• [Exercise aim]: Find all lines with the word "summary" in the material, then copy them.

• [Provided entries]:
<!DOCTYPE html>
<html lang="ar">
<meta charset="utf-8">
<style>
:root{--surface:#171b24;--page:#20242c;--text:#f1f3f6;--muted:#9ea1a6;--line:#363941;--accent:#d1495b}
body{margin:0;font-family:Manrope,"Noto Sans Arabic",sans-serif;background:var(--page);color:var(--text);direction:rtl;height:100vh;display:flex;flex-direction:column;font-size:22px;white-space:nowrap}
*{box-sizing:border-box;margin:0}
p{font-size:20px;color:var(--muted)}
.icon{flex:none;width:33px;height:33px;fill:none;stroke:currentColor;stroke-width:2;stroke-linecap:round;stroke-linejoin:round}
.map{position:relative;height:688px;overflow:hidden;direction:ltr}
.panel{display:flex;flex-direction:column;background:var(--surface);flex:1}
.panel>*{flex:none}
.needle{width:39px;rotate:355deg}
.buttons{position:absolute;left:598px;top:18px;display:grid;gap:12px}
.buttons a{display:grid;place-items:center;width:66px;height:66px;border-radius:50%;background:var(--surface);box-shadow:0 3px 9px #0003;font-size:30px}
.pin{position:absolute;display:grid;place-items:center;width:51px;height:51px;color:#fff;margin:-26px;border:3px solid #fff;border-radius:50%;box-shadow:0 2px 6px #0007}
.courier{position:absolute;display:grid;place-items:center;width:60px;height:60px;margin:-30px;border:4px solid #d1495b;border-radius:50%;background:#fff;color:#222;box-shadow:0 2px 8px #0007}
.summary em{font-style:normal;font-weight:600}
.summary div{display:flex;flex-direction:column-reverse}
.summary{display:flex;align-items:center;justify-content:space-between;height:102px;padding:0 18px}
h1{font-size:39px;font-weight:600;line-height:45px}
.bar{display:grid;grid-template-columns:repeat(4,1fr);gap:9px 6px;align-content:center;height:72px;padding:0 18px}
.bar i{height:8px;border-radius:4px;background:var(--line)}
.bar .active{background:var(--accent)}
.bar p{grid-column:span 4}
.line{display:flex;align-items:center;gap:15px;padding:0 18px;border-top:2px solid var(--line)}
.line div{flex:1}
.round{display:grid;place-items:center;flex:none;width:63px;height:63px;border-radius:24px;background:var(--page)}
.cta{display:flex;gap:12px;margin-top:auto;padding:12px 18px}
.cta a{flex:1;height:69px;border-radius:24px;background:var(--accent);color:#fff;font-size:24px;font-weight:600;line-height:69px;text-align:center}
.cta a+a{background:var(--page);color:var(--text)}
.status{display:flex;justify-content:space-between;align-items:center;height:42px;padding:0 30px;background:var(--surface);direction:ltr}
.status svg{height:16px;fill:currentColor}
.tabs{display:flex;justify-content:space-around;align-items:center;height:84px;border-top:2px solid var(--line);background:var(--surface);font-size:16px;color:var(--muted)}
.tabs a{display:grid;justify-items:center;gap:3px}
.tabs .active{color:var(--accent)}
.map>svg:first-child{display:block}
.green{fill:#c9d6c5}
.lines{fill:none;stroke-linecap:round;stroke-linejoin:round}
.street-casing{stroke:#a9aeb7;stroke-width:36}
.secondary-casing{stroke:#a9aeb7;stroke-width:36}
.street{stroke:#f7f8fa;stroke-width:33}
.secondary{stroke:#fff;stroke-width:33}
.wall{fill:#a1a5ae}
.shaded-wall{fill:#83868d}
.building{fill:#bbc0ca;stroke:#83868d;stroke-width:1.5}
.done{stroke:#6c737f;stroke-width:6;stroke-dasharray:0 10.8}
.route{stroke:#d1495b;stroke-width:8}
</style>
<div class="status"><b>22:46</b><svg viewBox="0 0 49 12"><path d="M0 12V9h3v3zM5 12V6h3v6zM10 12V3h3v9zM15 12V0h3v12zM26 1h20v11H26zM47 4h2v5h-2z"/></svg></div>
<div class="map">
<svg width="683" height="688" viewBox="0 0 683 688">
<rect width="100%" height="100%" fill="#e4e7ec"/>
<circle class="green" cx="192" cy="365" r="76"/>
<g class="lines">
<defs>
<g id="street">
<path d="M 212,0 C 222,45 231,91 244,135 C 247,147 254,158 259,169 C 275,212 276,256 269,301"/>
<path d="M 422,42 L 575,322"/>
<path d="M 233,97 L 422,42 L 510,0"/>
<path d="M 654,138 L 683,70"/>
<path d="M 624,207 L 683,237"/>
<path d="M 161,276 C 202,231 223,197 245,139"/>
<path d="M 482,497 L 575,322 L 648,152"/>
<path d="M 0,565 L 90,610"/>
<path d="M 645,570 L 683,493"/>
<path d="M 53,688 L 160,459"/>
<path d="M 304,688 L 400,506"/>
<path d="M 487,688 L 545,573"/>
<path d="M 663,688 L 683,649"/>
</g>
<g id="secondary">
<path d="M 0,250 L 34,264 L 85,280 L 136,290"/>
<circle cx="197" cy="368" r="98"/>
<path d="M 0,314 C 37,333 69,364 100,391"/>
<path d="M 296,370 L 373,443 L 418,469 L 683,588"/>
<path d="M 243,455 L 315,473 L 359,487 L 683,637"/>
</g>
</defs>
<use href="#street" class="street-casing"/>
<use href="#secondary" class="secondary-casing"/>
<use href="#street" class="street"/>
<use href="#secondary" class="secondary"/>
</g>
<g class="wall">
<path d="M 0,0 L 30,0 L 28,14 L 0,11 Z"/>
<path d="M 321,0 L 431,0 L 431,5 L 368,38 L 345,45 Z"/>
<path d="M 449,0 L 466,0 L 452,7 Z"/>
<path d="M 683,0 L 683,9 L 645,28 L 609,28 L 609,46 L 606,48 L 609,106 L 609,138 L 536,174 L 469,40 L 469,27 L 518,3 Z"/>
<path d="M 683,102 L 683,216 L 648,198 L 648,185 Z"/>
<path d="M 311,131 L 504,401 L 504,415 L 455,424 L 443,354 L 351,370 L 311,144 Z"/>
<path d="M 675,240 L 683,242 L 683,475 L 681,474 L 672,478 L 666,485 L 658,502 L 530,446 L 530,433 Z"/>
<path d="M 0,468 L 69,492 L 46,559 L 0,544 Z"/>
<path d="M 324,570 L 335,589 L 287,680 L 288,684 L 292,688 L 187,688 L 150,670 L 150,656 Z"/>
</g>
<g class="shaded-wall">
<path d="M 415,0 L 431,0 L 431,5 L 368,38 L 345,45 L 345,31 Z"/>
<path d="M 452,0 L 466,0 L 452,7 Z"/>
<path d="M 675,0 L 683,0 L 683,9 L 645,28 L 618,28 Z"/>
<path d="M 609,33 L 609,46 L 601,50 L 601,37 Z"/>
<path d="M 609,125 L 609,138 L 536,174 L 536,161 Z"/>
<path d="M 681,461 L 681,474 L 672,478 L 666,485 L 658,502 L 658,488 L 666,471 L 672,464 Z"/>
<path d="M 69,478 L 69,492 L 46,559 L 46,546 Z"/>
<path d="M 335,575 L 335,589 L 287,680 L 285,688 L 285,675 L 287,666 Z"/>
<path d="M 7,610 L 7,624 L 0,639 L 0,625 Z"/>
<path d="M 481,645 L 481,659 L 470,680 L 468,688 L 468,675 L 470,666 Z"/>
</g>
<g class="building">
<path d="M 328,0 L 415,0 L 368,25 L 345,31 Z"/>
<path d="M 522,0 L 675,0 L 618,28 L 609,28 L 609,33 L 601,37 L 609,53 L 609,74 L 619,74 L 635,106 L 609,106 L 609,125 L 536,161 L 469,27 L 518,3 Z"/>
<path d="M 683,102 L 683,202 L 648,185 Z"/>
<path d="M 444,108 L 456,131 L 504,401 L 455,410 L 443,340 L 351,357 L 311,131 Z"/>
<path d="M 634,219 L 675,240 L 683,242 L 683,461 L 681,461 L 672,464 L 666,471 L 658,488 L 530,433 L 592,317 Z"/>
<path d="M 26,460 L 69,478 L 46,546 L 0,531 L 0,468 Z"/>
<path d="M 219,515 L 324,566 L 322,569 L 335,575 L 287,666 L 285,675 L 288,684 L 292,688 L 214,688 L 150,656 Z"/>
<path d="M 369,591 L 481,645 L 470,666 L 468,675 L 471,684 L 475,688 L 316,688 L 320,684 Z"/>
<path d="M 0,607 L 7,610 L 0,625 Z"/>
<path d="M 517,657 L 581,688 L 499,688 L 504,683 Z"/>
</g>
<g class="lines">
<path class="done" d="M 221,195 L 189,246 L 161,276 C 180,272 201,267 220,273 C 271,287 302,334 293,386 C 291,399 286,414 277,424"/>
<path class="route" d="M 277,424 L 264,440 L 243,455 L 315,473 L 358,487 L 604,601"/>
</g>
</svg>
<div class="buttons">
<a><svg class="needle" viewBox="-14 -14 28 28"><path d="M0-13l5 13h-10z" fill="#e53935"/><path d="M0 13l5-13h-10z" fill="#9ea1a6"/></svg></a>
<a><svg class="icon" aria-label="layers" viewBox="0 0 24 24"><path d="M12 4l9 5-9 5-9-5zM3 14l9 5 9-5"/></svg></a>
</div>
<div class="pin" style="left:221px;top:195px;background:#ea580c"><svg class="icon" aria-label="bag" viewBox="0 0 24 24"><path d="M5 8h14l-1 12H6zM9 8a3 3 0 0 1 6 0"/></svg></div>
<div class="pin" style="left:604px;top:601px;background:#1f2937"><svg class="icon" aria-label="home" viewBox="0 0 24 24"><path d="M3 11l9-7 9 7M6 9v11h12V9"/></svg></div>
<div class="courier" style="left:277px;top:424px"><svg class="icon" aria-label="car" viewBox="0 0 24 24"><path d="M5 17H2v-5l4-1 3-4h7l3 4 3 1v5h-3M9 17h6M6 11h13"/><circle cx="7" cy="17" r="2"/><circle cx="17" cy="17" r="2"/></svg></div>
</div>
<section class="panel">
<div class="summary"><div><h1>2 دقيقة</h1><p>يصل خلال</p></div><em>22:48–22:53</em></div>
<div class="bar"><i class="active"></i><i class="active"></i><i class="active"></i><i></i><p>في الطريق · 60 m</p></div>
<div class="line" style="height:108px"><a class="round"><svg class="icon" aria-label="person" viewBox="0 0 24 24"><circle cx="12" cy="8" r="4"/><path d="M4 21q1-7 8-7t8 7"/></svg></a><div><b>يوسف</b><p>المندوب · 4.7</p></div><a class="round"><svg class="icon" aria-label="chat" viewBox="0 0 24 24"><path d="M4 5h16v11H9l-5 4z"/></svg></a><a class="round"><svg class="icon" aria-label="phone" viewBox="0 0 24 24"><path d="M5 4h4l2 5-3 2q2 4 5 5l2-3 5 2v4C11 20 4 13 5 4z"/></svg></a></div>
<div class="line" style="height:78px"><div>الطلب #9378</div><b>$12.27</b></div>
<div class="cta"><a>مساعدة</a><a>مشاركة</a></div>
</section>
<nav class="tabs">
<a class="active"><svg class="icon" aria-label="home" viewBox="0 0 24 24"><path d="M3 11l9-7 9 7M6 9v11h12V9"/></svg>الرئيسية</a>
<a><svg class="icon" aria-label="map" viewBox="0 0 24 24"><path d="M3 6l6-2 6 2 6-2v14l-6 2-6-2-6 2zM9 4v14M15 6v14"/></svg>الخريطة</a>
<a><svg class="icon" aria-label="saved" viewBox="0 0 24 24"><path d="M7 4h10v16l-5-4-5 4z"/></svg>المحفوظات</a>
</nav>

• [Response to the task]:
.summary em{font-style:normal;font-weight:600}
.summary div{display:flex;flex-direction:column-reverse}
.summary{display:flex;align-items:center;justify-content:space-between;height:102px;padding:0 18px}
<div class="summary"><div><h1>2 دقيقة</h1><p>يصل خلال</p></div><em>22:48–22:53</em></div>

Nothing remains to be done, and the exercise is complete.